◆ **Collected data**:

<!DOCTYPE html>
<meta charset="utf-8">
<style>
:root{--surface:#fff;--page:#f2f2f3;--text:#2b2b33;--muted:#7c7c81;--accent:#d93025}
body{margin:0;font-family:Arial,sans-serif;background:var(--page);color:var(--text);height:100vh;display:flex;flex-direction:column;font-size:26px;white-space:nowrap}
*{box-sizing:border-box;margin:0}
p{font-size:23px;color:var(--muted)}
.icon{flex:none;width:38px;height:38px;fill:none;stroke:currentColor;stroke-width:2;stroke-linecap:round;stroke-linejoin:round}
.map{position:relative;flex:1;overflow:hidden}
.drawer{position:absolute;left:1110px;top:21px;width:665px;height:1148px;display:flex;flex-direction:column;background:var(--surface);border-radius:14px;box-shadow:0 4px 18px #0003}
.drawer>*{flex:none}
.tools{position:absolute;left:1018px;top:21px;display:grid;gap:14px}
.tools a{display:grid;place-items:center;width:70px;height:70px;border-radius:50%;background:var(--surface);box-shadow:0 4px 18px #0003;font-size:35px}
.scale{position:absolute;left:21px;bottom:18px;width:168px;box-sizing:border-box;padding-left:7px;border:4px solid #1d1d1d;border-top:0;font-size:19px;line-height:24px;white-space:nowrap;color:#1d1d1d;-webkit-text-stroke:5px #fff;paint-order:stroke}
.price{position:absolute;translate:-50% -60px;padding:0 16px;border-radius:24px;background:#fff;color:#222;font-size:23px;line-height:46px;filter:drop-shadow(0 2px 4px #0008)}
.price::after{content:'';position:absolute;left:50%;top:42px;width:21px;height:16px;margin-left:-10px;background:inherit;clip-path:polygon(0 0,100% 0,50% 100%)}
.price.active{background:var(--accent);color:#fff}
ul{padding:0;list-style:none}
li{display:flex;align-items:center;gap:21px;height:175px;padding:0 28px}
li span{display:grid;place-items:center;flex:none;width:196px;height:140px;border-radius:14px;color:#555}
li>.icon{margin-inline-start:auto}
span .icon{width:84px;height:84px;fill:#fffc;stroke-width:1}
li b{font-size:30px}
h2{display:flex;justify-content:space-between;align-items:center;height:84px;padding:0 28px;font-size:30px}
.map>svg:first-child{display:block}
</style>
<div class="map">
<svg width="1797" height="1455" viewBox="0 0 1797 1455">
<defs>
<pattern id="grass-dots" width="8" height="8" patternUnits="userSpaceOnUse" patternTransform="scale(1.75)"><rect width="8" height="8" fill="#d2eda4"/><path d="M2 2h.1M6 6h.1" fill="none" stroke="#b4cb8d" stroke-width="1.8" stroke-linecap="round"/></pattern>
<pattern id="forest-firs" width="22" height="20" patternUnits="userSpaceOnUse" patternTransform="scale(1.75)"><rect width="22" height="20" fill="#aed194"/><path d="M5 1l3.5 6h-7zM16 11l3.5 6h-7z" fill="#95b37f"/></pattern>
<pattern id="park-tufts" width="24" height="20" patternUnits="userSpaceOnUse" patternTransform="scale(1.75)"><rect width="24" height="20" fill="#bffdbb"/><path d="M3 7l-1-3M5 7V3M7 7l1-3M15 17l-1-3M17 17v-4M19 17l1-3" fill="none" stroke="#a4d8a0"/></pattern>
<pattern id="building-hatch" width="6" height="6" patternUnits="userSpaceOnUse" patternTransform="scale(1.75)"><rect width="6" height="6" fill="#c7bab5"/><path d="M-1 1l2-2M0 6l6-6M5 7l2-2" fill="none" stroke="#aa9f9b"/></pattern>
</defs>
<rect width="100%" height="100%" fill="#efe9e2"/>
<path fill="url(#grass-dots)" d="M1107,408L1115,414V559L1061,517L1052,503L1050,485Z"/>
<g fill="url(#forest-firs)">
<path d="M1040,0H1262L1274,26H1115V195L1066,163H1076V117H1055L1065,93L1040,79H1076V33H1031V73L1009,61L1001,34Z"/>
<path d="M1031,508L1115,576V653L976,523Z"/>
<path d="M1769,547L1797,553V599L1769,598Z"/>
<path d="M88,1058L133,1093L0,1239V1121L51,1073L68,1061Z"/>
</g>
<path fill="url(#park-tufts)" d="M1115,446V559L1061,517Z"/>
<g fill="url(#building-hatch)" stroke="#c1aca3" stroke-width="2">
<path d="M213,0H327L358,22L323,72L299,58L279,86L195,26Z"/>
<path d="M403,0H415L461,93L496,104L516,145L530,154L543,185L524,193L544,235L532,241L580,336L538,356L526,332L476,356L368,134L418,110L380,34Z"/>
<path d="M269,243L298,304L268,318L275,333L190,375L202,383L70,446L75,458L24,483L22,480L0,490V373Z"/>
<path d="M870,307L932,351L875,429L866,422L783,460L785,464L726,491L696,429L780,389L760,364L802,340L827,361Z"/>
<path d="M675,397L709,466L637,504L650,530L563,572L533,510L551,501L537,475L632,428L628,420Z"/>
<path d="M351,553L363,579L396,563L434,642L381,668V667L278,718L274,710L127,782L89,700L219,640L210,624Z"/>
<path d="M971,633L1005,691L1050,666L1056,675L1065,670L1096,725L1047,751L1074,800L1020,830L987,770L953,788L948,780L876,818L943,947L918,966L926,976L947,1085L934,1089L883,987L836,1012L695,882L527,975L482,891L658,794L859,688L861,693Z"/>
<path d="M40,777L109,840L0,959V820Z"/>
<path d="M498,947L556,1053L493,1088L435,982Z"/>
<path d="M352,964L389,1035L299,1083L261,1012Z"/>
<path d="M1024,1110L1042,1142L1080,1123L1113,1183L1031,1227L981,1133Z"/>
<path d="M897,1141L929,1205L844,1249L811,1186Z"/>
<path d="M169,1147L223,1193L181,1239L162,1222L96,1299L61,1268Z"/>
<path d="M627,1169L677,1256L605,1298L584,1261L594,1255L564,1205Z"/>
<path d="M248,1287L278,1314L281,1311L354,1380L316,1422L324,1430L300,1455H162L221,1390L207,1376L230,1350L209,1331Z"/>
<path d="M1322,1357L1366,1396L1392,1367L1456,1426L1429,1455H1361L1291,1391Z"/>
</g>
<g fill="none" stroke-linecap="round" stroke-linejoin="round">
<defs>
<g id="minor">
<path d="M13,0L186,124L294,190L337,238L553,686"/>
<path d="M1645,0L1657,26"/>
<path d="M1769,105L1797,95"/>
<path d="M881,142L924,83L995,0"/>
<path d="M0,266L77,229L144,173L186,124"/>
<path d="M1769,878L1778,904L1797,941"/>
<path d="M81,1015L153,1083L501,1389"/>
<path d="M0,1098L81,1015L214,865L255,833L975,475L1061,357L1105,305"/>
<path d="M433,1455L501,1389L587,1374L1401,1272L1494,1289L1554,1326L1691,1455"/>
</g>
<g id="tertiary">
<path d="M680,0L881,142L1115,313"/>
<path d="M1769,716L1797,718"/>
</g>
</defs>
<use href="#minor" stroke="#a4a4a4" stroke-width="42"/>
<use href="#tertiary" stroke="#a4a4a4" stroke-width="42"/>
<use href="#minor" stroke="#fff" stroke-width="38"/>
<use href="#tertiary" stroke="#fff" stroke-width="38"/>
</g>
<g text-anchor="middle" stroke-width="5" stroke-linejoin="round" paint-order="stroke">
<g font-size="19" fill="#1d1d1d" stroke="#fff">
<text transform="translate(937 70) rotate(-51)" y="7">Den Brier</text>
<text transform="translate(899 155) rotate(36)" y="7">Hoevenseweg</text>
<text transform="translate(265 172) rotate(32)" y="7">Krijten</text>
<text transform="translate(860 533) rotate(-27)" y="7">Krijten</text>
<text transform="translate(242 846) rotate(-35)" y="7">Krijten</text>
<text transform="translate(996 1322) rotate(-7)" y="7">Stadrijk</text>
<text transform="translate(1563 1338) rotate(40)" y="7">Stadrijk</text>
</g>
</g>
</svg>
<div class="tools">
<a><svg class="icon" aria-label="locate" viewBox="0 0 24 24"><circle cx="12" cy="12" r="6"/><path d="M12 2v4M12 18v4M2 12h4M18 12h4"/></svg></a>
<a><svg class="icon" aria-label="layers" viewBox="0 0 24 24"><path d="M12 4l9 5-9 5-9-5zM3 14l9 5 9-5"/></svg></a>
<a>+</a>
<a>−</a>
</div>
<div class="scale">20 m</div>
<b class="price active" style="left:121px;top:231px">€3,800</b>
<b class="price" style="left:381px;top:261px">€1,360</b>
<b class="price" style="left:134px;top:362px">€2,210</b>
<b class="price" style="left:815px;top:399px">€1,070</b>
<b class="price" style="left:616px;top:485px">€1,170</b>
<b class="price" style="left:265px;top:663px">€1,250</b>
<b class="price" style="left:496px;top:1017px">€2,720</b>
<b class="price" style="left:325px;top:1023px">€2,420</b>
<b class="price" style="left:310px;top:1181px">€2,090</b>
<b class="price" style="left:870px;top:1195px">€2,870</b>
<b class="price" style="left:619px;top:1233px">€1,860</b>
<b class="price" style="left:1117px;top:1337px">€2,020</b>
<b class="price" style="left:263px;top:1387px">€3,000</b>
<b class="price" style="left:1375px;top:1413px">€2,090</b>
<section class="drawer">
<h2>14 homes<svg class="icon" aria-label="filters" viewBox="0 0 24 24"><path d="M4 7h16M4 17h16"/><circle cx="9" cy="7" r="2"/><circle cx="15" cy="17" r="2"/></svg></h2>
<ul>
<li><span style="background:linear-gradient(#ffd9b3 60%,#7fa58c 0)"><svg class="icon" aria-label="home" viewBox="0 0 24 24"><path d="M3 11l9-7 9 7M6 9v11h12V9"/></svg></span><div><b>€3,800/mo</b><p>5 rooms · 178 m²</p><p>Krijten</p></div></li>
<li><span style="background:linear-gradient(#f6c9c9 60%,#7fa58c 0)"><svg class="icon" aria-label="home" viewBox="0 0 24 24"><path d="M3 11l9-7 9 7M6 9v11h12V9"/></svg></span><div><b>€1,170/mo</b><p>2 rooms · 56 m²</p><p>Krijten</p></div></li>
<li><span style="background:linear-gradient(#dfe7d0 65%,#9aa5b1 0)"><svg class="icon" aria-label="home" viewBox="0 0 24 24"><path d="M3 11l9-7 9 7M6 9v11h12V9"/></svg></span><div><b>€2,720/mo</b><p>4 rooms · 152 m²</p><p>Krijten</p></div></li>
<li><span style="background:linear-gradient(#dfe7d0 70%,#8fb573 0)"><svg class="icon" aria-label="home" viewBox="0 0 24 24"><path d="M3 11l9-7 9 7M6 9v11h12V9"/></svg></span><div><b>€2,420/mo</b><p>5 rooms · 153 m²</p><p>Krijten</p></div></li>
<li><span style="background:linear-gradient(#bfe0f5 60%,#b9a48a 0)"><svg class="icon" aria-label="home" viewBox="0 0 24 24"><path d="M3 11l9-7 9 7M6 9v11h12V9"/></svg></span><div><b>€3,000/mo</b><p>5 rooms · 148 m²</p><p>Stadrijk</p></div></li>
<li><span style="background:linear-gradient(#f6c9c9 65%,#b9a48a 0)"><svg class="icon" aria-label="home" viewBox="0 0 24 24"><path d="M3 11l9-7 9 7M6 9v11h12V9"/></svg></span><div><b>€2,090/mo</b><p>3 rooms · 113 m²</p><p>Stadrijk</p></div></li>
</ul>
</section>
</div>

◆ **What you have to do**:
Return every line of the data above in which "margin" appears.

◆ **Solution to this exercise**:
body{margin:0;font-family:Arial,sans-serif;background:var(--page);color:var(--text);height:100vh;display:flex;flex-direction:column;font-size:26px;white-space:nowrap}
*{box-sizing:border-box;margin:0}
.price::after{content:'';position:absolute;left:50%;top:42px;width:21px;height:16px;margin-left:-10px;background:inherit;clip-path:polygon(0 0,100% 0,50% 100%)}
li>.icon{margin-inline-start:auto}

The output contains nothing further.